» TASK REQUIREMENTS
Print the data verbatim. Leave every image out.
*** Opening of DATA UNDER STUDY ***
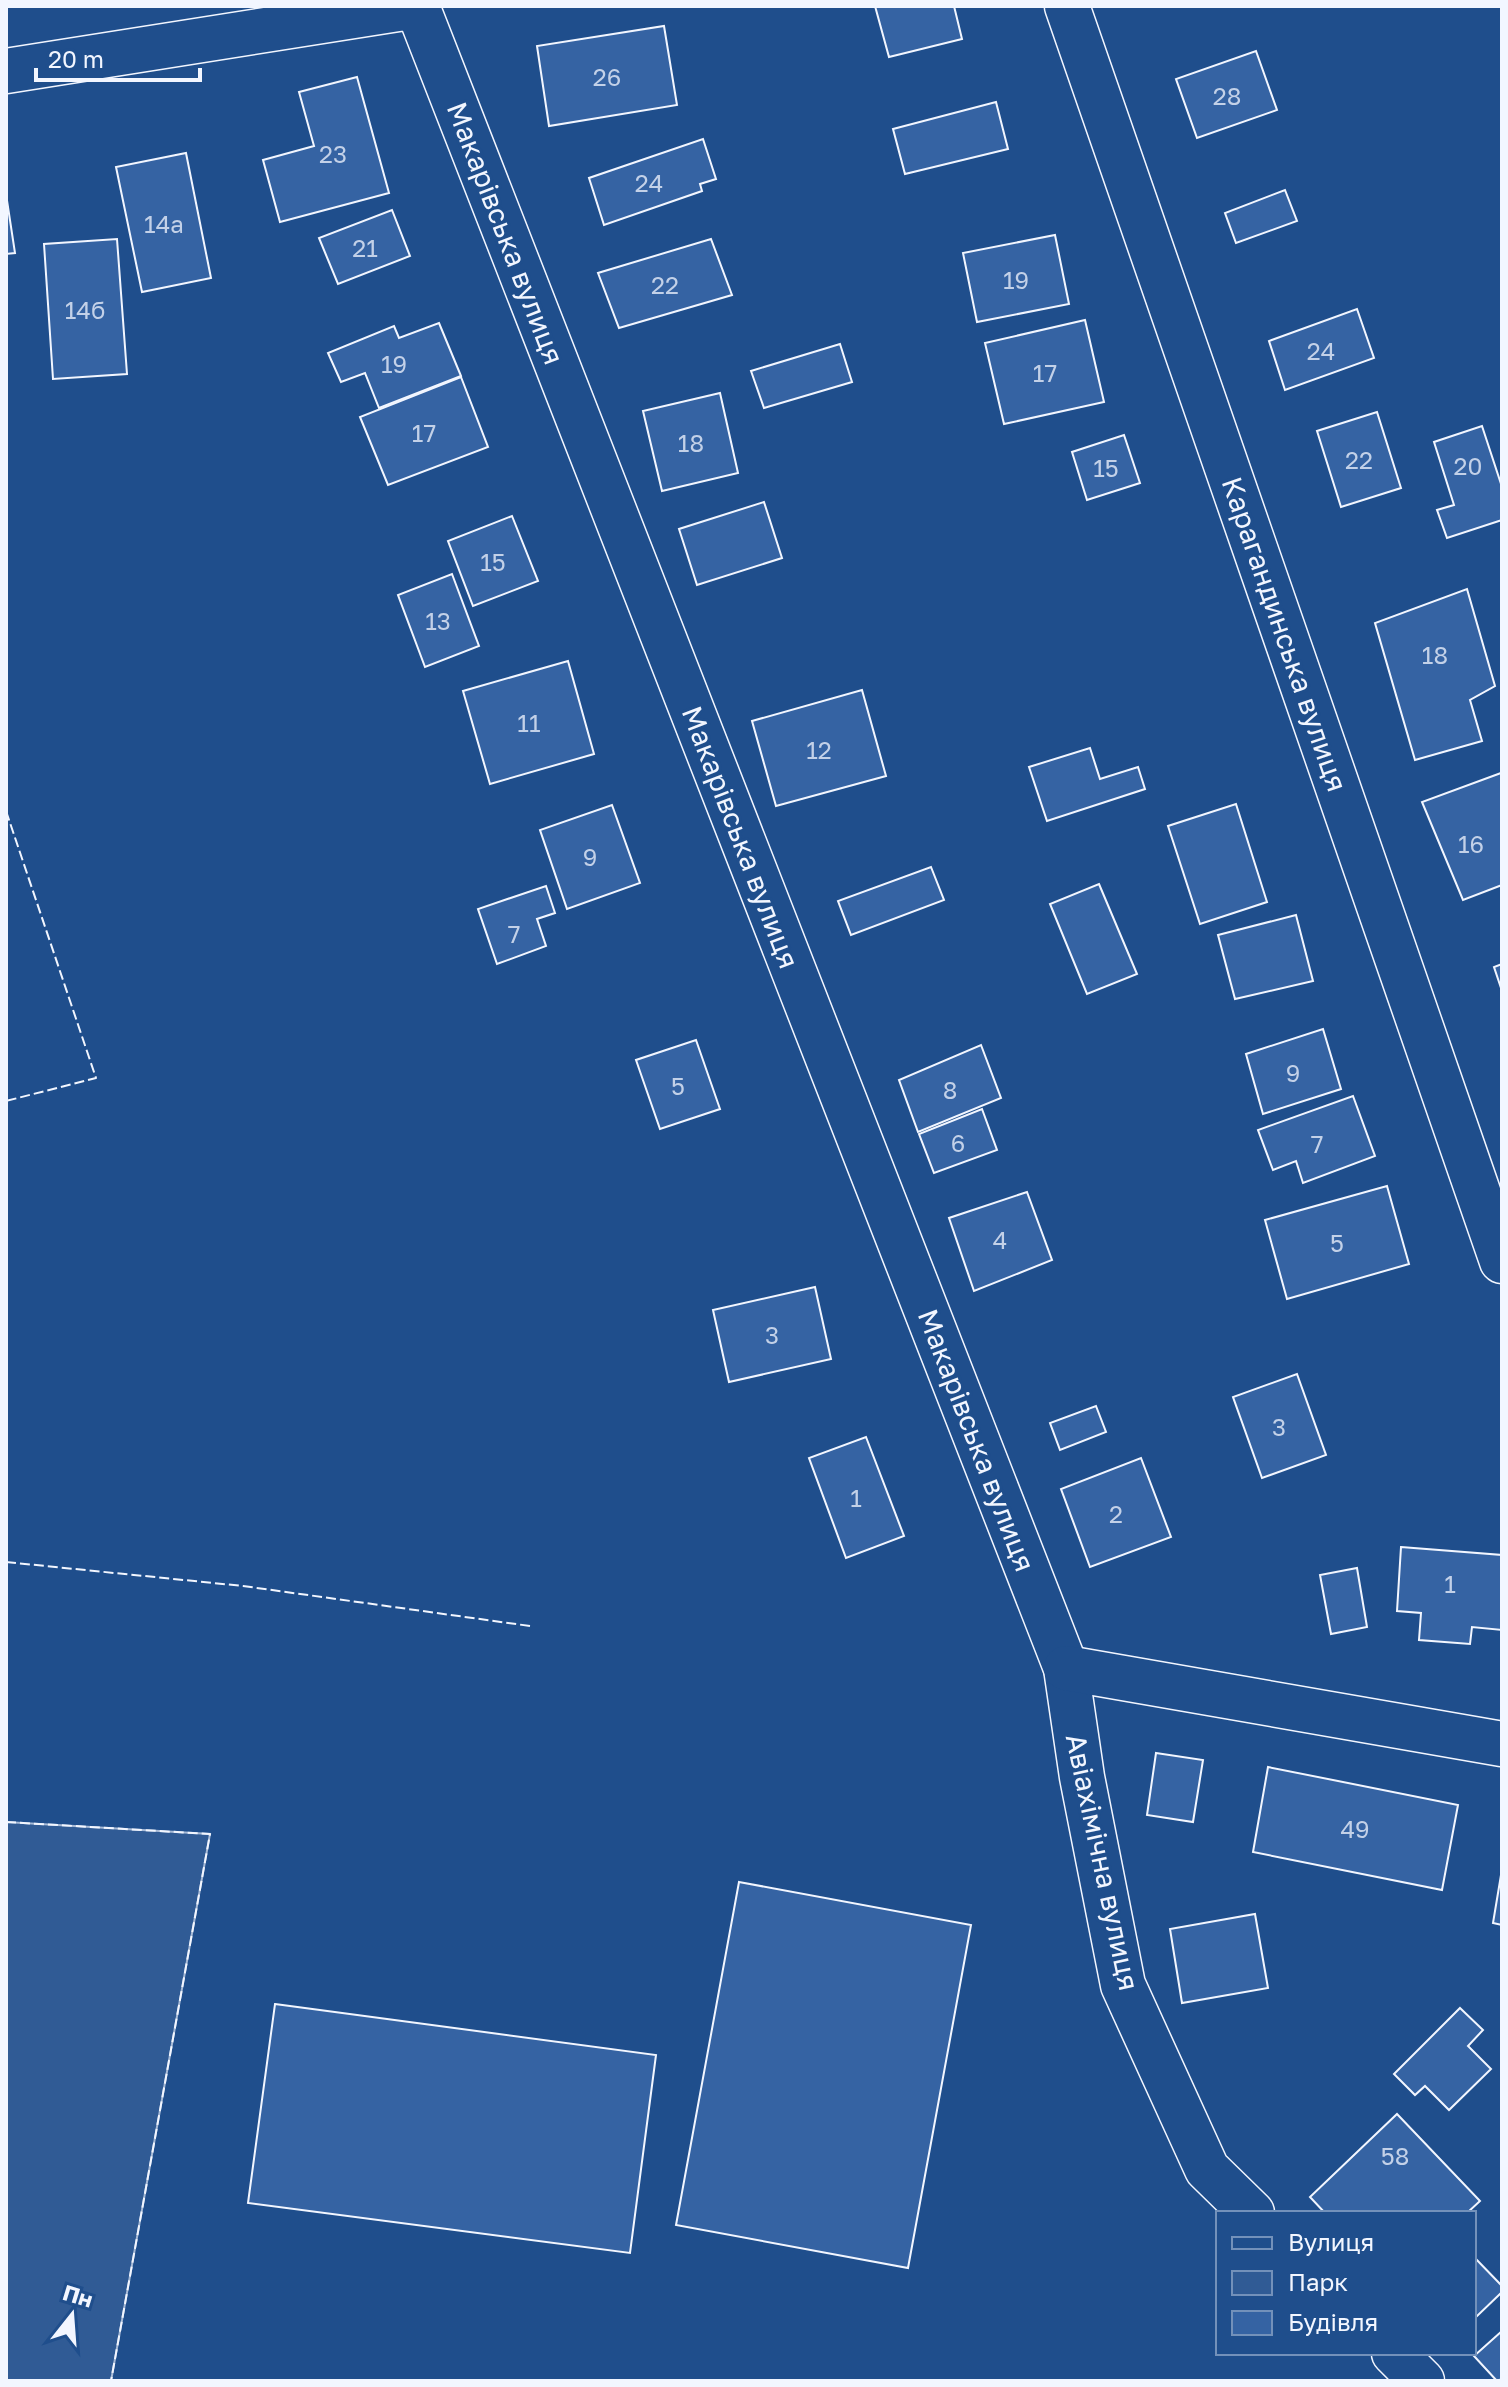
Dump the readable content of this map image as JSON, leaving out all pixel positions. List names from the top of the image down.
{
  "streets": {
    "street": ["Макарівська вулиця", "Карагандинська вулиця", "Авіахімічна вулиця"]
  },
  "crossings": [
    ["Макарівська вулиця", "Авіахімічна вулиця"]
  ],
  "house_numbers": [
    "26",
    "28",
    "23",
    "24",
    "14а",
    "21",
    "19",
    "22",
    "14б",
    "24",
    "19",
    "17",
    "17",
    "18",
    "22",
    "20",
    "15",
    "15",
    "13",
    "18",
    "11",
    "12",
    "16",
    "9",
    "7",
    "9",
    "5",
    "8",
    "6",
    "7",
    "4",
    "5",
    "3",
    "3",
    "1",
    "2",
    "1",
    "49",
    "58"
  ],
  "legend": ["Вулиця", "Парк", "Будівля"],
  "scale_bar": "20 m",
  "north": "top"
}
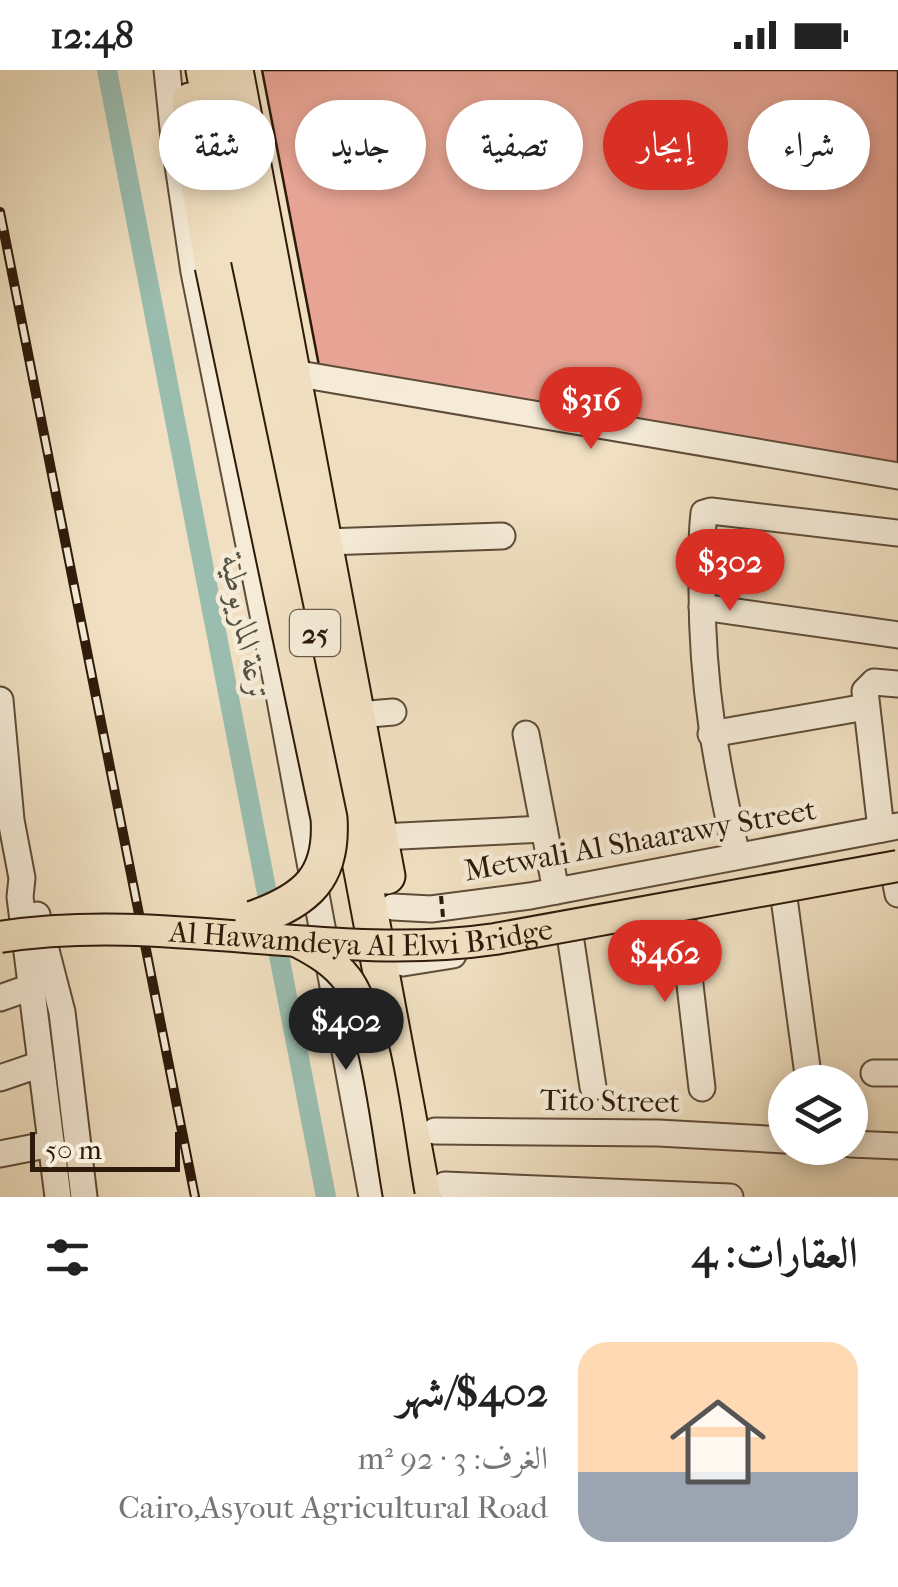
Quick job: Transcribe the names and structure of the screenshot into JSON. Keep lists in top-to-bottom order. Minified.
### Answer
{"streets":{"highway":["25"],"main road":["Al Hawamdeya Al Elwi Bridge"],"street":["Metwali Al Shaarawy Street","Tito Street"]},"crossings":[["25","Metwali Al Shaarawy Street"],["25","Tito Street"],["Metwali Al Shaarawy Street","Al Hawamdeya Al Elwi Bridge"]],"water":["ترعة الماريوطية"],"scale_bar":"50 m","page":{"status":"12:48","chip":["شراء","إيجار","تصفية","جديد","شقة"],"price":["$316","$302","$462","$402"],"scale":"50 m","heading":"العقارات: 4","list":[{"name":"$402/شهر","note":"الغرف: 3 · 92 m² · Cairo,Asyout Agricultural Road"}]}}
*** Close of DATA UNDER STUDY ***
» ANSWER SECTION
Dump the readable content of this map image as JSON, leaving out all pixel positions. List names from the top of the image down.
{
  "streets": {
    "street": ["Макарівська вулиця", "Карагандинська вулиця", "Авіахімічна вулиця"]
  },
  "crossings": [
    ["Макарівська вулиця", "Авіахімічна вулиця"]
  ],
  "house_numbers": [
    "26",
    "28",
    "23",
    "24",
    "14а",
    "21",
    "19",
    "22",
    "14б",
    "24",
    "19",
    "17",
    "17",
    "18",
    "22",
    "20",
    "15",
    "15",
    "13",
    "18",
    "11",
    "12",
    "16",
    "9",
    "7",
    "9",
    "5",
    "8",
    "6",
    "7",
    "4",
    "5",
    "3",
    "3",
    "1",
    "2",
    "1",
    "49",
    "58"
  ],
  "legend": ["Вулиця", "Парк", "Будівля"],
  "scale_bar": "20 m",
  "north": "top"
}
Quick job: Transcribe the names and structure of the screenshot into JSON. Keep lists in top-to-bottom order. Minified.
### Answer
{"streets":{"highway":["25"],"main road":["Al Hawamdeya Al Elwi Bridge"],"street":["Metwali Al Shaarawy Street","Tito Street"]},"crossings":[["25","Metwali Al Shaarawy Street"],["25","Tito Street"],["Metwali Al Shaarawy Street","Al Hawamdeya Al Elwi Bridge"]],"water":["ترعة الماريوطية"],"scale_bar":"50 m","page":{"status":"12:48","chip":["شراء","إيجار","تصفية","جديد","شقة"],"price":["$316","$302","$462","$402"],"scale":"50 m","heading":"العقارات: 4","list":[{"name":"$402/شهر","note":"الغرف: 3 · 92 m² · Cairo,Asyout Agricultural Road"}]}}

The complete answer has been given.